Hurd Hope Welkin's parents provided in their will for a guardian for their son for life. Horace Osterwald was a church deacon and former schoolmaster, and it was he who first interested Welkin in the wonders of the created world: animals and insects, rocks and flowers. He set him to collecting and classifying, naming and sorting—perhaps to calm his spirits with work that was exacting, time-consuming, and boring, or to reveal to him that these were creatures with their own insides and not the hiding places of demon enemies or both.

Actually the demons were—Welkin knew—still there, but they had become less compelling, or attractive; he began to feel their attention slip away from him, and it seemed to him that they turned instead toward the things he studied, the things that he placed beneath his lenses, copied in colored inks: as though they hungered painfully for what they couldn't have, the sealed and well-made solidity that any leaf, any quartz crystal or hair root possesses. So he ceased to fear them, or hate them, and when we cease to fear them, or to love or hate them in fear, they lose their interest in us, and go away.
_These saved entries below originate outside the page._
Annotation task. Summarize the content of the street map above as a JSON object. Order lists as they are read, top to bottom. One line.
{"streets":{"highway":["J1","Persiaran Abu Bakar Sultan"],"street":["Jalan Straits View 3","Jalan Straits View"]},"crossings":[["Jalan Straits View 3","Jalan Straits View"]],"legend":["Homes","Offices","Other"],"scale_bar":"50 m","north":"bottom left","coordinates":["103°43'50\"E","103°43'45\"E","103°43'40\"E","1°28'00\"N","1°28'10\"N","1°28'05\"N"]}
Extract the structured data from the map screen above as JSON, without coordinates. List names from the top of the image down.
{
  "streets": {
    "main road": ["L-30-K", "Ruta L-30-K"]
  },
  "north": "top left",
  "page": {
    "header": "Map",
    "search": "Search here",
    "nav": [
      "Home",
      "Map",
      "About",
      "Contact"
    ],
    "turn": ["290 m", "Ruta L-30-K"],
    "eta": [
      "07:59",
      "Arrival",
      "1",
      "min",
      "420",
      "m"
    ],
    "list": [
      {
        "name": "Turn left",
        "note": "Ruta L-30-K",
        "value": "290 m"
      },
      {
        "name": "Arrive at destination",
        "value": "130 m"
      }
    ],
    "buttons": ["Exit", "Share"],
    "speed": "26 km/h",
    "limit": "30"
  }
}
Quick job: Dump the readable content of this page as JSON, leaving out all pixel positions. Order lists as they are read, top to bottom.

"Whether it were the attentions of that good man,” he wrote of Osterwald, “who was for so long my only friend, that effected my release from the self-cast spells I labored under, or merely that (as has been often noted in cases of dementia praecox) the mania passed away by a natural physiological reduction, I do not know. But even now, in my old age, when I take up our albums of pressed specimens or the curious stones he liked to bring me, I can feel a sort of thrill through me that is the old madness, still lying like a long-healed lesion in my being. One of those stones was taken from the stomach of a deer, and Horace Osterwald called it a mad-stone, and said that it had the natural power to keep melancholy at bay. I no longer believe, if I was ever tempted to do, that it keeps me safe, but I still have it, in my pocket, for Horace was very clear that it would help me whether I believed in it or not."
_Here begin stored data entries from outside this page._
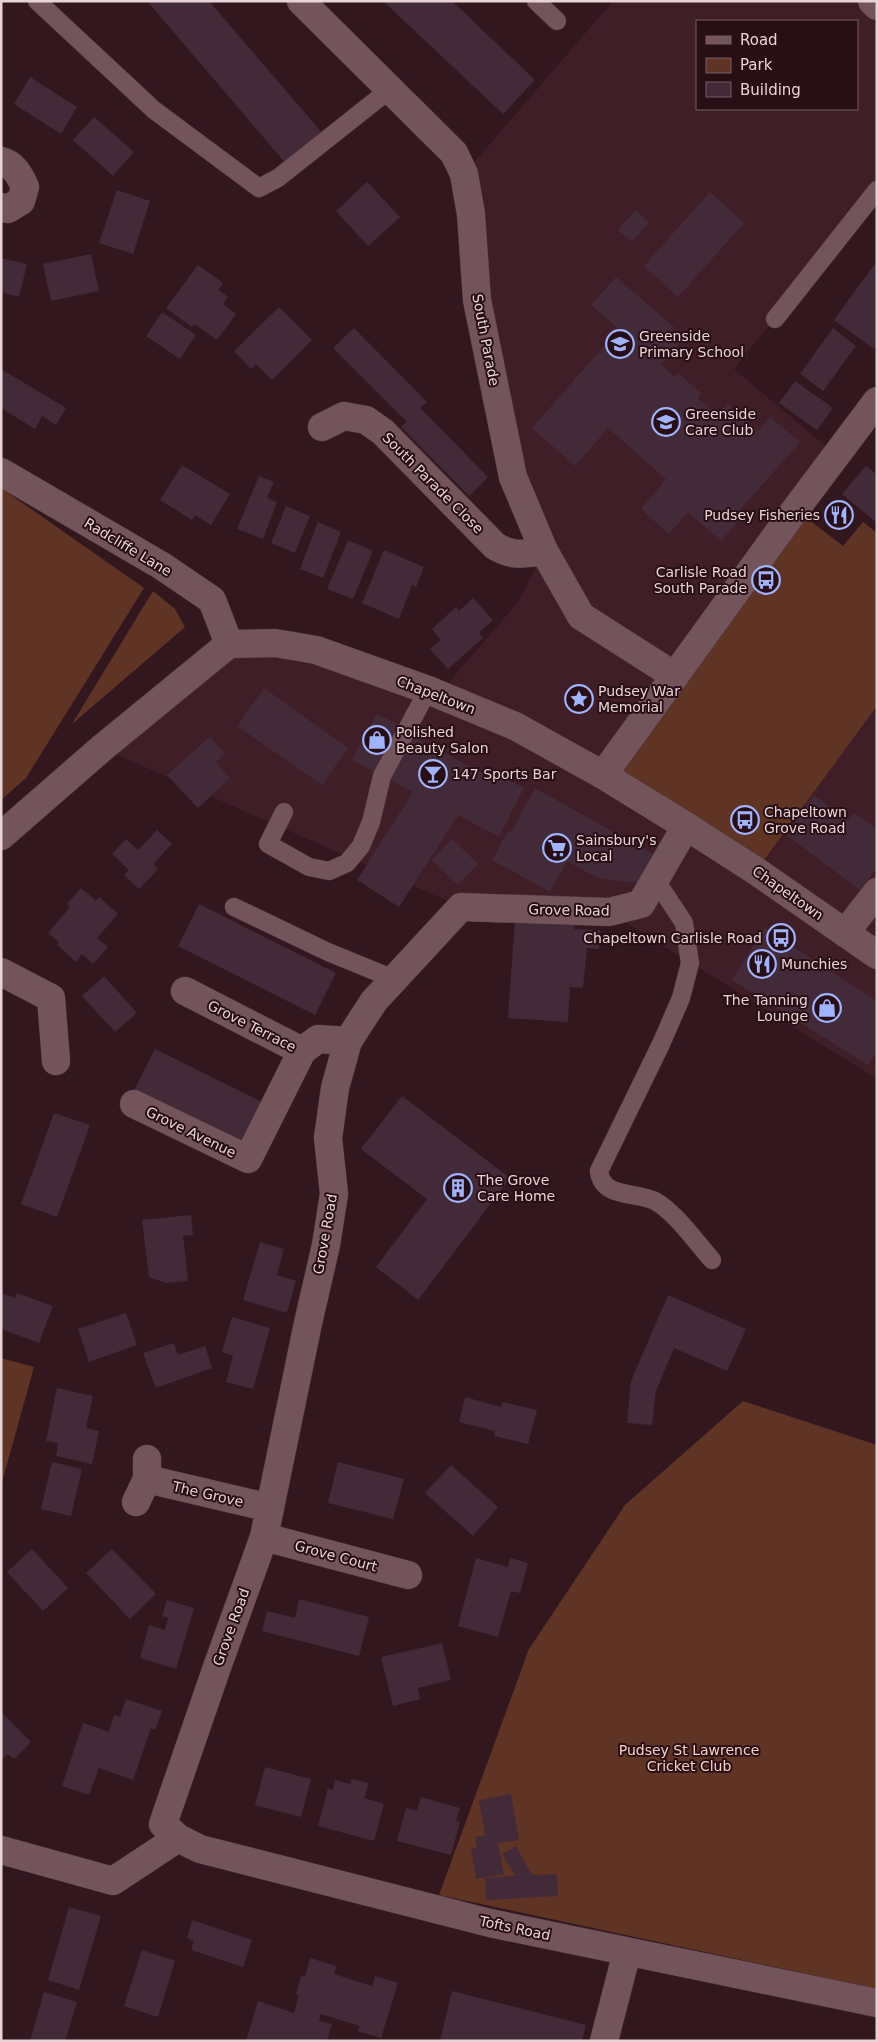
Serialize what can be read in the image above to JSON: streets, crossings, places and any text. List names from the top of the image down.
{
  "streets": {
    "street": [
      "South Parade",
      "South Parade Close",
      "Radcliffe Lane",
      "Chapeltown",
      "Grove Road",
      "Grove Terrace",
      "Grove Avenue",
      "The Grove",
      "Grove Court",
      "Tofts Road"
    ]
  },
  "crossings": [
    ["South Parade", "South Parade Close"],
    ["Radcliffe Lane", "Chapeltown"],
    ["Chapeltown", "Grove Road"],
    ["Grove Road", "Grove Terrace"],
    ["Grove Road", "The Grove"],
    ["Grove Road", "Grove Court"],
    ["Grove Road", "Tofts Road"],
    ["Grove Terrace", "Grove Avenue"]
  ],
  "parks": ["Pudsey St Lawrence Cricket Club"],
  "places": {
    "school or university": ["Greenside Primary School", "Greenside Care Club"],
    "restaurant": ["Pudsey Fisheries", "Munchies"],
    "bus stop": ["Carlisle Road South Parade", "Chapeltown Grove Road", "Chapeltown Carlisle Road"],
    "place": ["Pudsey War Memorial"],
    "shop": ["Polished Beauty Salon", "The Tanning Lounge"],
    "bar": ["147 Sports Bar"],
    "supermarket": ["Sainsbury's Local"],
    "building": ["The Grove Care Home"]
  },
  "legend": ["Road", "Park", "Building"]
}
From stones and plants Welkin at Horace's urgings moved on to more fearsome things, to the weather and the animal world, with their apparent free will and their malevolence or benevolence. With them it wasn't enough merely to classify and sort, because thunder clearly spoke in words to him and foxes really looked out from their eyes into his, and this conviction took time and care to overcome: not to you, son, Horace would say to him, taking his hand; not at you. Last of all he faced those wise apes or primates his fellow townspeople, whose hostile or needful souls, clothed in the figments of their flesh and their dress, he had always shrunk from.

Then when he could do that he was empty, or the world was: still, and possessed only by itself. He could ever after name the summer day on which, at dinner, he had looked up from his soup and realized that not for one moment in this day, from dawn to blue-green evening, had he feared, or sought to see, or growled at, a demon in hiding, and what was more wonderful, hadn't even noticed he had not. He put down his spoon, and with Horace he knelt on the floor and prayed. The sorrows of death compassed me, and the pains of Hell gat hold upon me, he said. Return unto thy rest, O my soul, for the Lord hath dealt bountifully with thee. For thou hast delivered my soul from death, mine eyes from tears, and my feet from falling; I will walk before the Lord in the land of the living.
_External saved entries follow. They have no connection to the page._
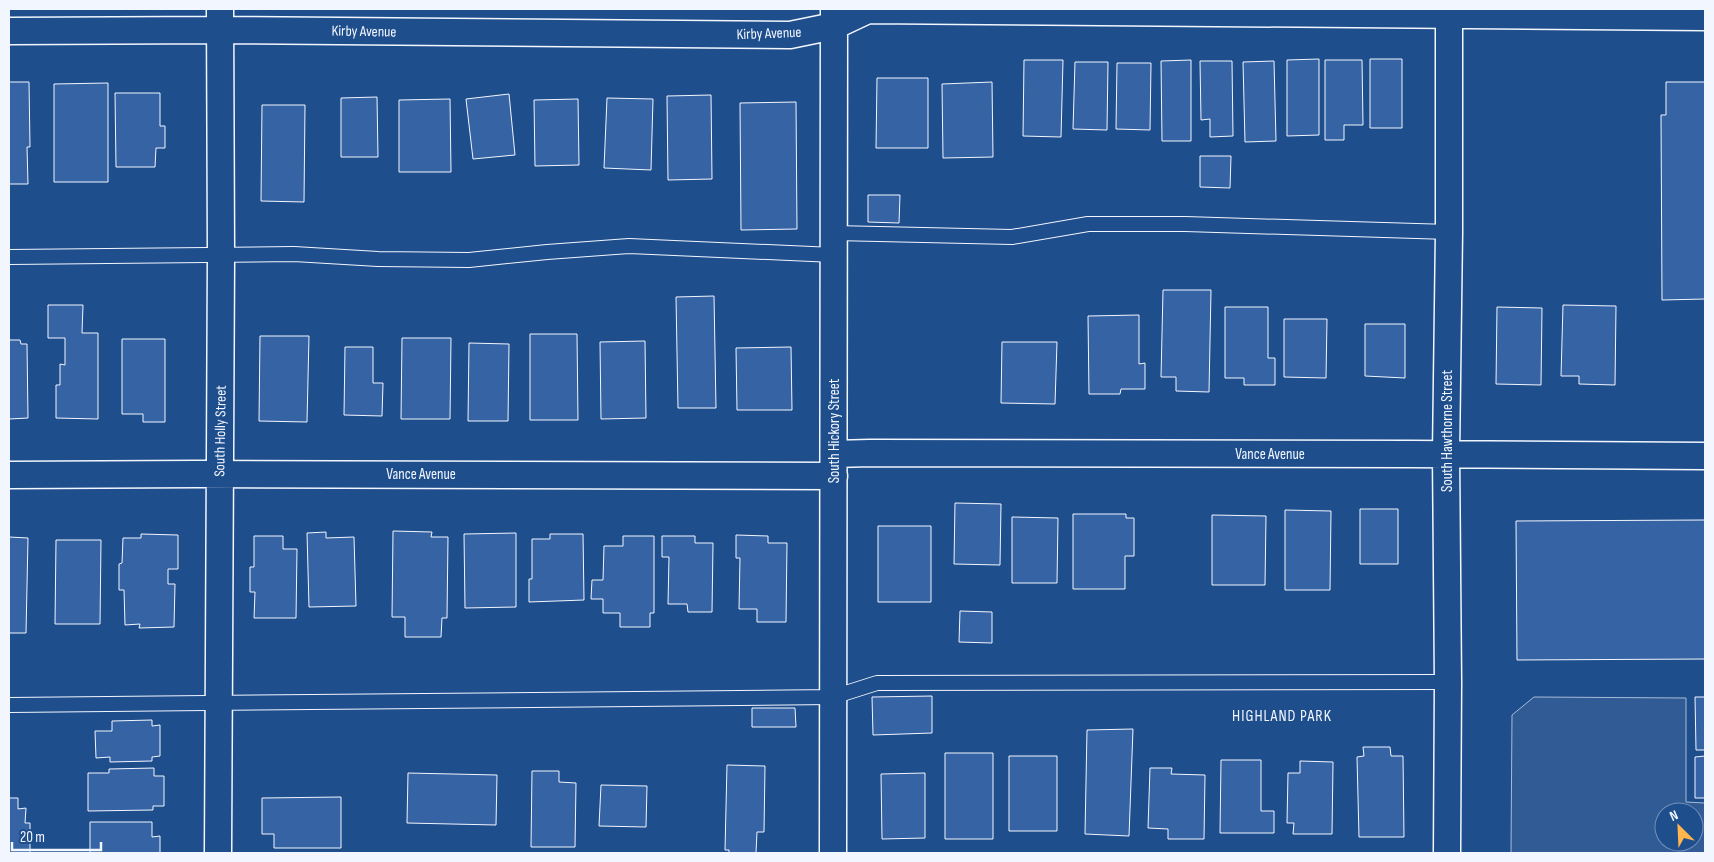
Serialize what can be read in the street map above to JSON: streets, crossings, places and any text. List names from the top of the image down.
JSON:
{
  "streets": {
    "street": [
      "Kirby Avenue",
      "South Holly Street",
      "South Hickory Street",
      "South Hawthorne Street",
      "Vance Avenue"
    ]
  },
  "crossings": [
    ["Kirby Avenue", "South Holly Street"],
    ["Kirby Avenue", "South Hickory Street"],
    ["Kirby Avenue", "South Hawthorne Street"],
    ["South Holly Street", "Vance Avenue"],
    ["South Hickory Street", "Vance Avenue"],
    ["South Hawthorne Street", "Vance Avenue"]
  ],
  "districts": ["HIGHLAND PARK"],
  "scale_bar": "20 m",
  "north": "top left"
}
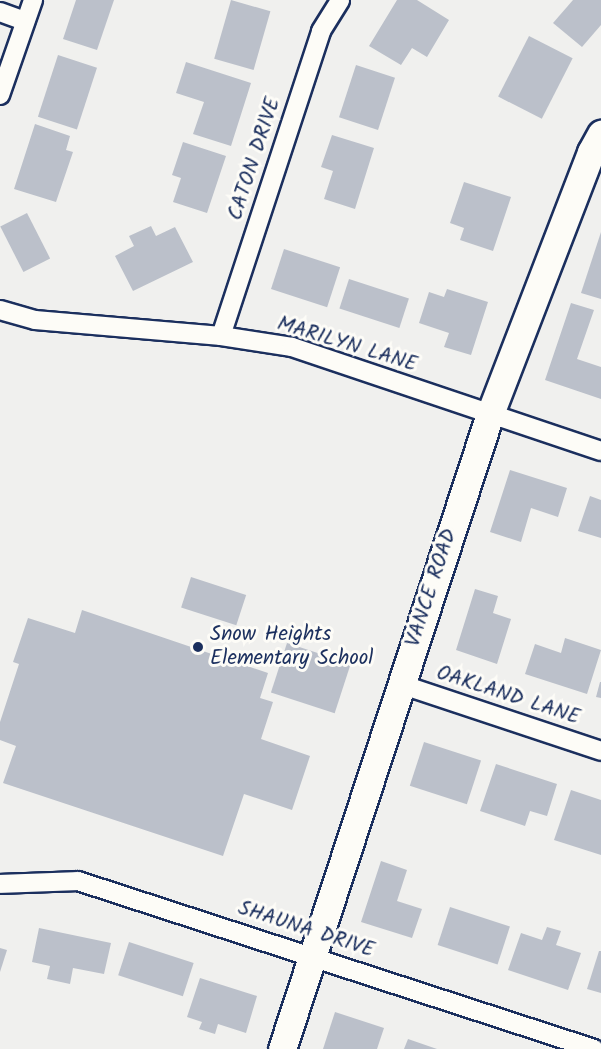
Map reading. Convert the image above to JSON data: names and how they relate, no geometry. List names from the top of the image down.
{
  "streets": {
    "street": [
      "CATON DRIVE",
      "MARILYN LANE",
      "VANCE ROAD",
      "OAKLAND LANE",
      "SHAUNA DRIVE"
    ]
  },
  "crossings": [
    ["CATON DRIVE", "MARILYN LANE"],
    ["MARILYN LANE", "VANCE ROAD"],
    ["VANCE ROAD", "OAKLAND LANE"],
    ["VANCE ROAD", "SHAUNA DRIVE"]
  ],
  "places": ["Snow Heights Elementary School"]
}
He was asked later by one who knew of his experiences if he didn't regret so much of his youth spent in unrealities, and he said he felt no regret, only gratitude that he had left them behind. Maybe there's always a regret, though, that the once-possessed know, along with their thanksgiving: to feel the wild beings they have shared themselves with, the vivid powers making free within them, depart, and leave them nothing but themselves.